The statistic was performed by SPSS 13.0 software, Kaplan-Meier method was used for calculating the survival, and Log-rank test was used for evaluating the differences between the two groups.
From November 2001 to December 2009, there were totally 271 newly diagnosed locally advanced nasopharyngeal carcinoma treated with IMRT-SIB with or without concurrent cisplatin-based chemotherapy in our institution. The characteristics of patients and treatment modality were shown in Table 1. There were well balanced between the groups of IMRT-SIB alone and CCRT in terms of gender, age, T classification, clinical stage, and median RT dose to the GTVs.
The characteristics of patients between IMRT-SIB and CCRT
All patients completed RT as planned. Of 142 patients in CCRT group, 127 (89.4%) received 5 and more cycles of weekly chemotherapy, while 15 patients (10.6%) had 4 cycles or less.
Acute toxicities presenting in the groups of CCRT and IMRT-SIB alone were: grade 3 mucositis, 24.1% versus 29.3% (P = 0.531); grade 2 and 3 neutropenia, 32.7% versus 8%, and 2% versus 0%, respectively (P = 0.008); grade 1 anemia 42.8% versus 24.5%, grade 2 anemia, 6% versus 0% (p = 0.066). Grade 3 radiation dermatitis was 11.1% in both CCRT and IMRT-SIB alone group. Only 1 patient in CCRT group had grade 1 abnormal liver function tests. There were no grade3 or higher anemia observed in either group.

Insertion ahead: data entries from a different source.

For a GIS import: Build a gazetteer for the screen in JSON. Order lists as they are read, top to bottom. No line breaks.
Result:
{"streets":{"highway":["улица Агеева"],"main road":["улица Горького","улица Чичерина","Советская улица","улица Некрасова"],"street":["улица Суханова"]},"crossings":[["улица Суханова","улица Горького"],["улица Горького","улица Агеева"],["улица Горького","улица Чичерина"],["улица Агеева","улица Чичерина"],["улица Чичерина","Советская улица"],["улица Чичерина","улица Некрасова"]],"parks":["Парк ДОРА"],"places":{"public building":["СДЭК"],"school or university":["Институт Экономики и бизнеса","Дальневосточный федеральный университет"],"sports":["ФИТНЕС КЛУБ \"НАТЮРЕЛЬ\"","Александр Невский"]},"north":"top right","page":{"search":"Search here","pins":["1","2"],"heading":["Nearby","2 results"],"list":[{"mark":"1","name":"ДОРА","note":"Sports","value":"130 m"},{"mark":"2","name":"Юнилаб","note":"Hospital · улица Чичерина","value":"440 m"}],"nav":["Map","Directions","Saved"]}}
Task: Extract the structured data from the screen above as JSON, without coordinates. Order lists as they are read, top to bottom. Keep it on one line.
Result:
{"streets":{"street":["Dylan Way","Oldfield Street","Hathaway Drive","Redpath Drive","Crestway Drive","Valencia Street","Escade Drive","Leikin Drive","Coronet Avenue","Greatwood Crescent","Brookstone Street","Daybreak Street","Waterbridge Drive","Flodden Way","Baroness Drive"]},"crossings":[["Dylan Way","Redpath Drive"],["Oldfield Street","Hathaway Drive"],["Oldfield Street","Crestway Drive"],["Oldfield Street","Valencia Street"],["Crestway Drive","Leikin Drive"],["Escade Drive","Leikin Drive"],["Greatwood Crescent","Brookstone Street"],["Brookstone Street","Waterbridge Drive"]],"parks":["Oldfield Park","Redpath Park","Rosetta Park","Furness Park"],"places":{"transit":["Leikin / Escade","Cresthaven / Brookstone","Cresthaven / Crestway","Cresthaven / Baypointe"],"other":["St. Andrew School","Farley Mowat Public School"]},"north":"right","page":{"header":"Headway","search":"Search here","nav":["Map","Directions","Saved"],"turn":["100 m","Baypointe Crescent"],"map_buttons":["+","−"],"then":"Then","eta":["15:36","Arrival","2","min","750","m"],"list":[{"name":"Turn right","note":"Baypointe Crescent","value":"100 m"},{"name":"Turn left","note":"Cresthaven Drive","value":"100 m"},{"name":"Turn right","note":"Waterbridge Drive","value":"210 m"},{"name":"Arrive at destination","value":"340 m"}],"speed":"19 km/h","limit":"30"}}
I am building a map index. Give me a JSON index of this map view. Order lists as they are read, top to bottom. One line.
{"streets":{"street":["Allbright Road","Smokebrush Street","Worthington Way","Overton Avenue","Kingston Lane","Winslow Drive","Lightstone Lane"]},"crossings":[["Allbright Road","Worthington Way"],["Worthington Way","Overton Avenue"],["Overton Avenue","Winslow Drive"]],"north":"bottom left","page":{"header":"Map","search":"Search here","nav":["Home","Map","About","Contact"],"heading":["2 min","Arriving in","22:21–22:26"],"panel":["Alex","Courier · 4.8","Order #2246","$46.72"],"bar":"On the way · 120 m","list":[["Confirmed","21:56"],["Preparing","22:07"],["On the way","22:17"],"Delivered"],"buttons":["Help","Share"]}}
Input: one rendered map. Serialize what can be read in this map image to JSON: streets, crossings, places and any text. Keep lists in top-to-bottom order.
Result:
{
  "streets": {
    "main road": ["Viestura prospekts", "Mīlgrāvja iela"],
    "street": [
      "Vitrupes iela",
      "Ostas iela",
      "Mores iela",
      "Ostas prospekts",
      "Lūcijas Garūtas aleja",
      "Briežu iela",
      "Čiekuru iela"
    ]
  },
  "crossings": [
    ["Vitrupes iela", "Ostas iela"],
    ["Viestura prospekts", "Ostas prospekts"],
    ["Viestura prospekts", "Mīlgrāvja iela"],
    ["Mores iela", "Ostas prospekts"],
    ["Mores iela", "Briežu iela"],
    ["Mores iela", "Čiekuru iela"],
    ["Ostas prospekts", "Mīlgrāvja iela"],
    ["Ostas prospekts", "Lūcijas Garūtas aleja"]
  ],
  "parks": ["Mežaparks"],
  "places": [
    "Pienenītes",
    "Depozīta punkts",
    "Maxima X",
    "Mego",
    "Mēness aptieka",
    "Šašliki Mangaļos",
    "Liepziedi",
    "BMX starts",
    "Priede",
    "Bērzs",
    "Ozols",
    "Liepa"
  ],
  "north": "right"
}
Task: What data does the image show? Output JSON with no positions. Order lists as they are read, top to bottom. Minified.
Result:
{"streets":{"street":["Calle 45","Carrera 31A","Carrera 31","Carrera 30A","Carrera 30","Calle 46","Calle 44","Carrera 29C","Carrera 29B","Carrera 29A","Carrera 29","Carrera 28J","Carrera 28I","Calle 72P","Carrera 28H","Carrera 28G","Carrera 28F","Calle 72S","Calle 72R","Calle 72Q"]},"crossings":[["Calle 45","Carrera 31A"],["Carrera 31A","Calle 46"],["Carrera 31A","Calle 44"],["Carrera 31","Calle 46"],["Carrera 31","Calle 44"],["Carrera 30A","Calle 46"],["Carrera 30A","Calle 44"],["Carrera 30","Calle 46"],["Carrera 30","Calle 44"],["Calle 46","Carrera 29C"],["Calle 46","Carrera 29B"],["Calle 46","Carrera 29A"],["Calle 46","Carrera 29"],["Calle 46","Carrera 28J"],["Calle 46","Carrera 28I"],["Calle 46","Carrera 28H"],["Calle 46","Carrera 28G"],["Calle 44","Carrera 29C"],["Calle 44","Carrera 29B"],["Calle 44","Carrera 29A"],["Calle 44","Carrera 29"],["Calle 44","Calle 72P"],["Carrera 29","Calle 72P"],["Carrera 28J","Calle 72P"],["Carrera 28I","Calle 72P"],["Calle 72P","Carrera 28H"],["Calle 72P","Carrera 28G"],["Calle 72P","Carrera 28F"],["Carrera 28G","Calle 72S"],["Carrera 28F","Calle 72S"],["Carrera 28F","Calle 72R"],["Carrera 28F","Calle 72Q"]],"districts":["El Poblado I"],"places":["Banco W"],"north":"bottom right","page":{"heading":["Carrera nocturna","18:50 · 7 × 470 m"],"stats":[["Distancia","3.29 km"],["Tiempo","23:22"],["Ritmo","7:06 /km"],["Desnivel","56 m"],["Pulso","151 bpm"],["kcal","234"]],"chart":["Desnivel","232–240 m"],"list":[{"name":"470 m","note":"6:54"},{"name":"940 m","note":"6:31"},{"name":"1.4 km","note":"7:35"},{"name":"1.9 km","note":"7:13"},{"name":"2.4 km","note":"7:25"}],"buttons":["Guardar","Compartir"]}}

The 5-year LC, OS, DFS and DMFS for the entire group were 87.0%, 79.4%, 69.7 and 83.3%, respectively. The 5-year LC, OS, DFS and DMFS of CCRT versus IMRT-SIB-alone groups were 80.6% and 90.8% (P = 0.10), 71.7% and 83.2% (P = 0.201), 63.9% and 74.6% (P = 0.07), 79.6% and 86.0% (P = 0.27), respectively. For stage IVA patients, the 5-year DFS, DMFS were 34.3% and 74.7% (p = 0.01), 68.1% and 95.5% (p = 0.03) in CCRT (n = 39) and IMRT-SIB alone group (n = 24), respectively. For N0-1 patients, the 5-year DMFS were 67.3% and 96.9% (p = 0.02) in CCRT (n = 32) and IMRT-SIB alone group (n = 35).
Univariate analysis including age, gender, T stage and clinical stage showed that there were no significant differences of overall survival between CCRT and IMRT-SIB alone groups (Table 2). No independent prognosis factor was found by multivariate analysis. Figures 1 and 2 showed the local control of T3 and T4 patients.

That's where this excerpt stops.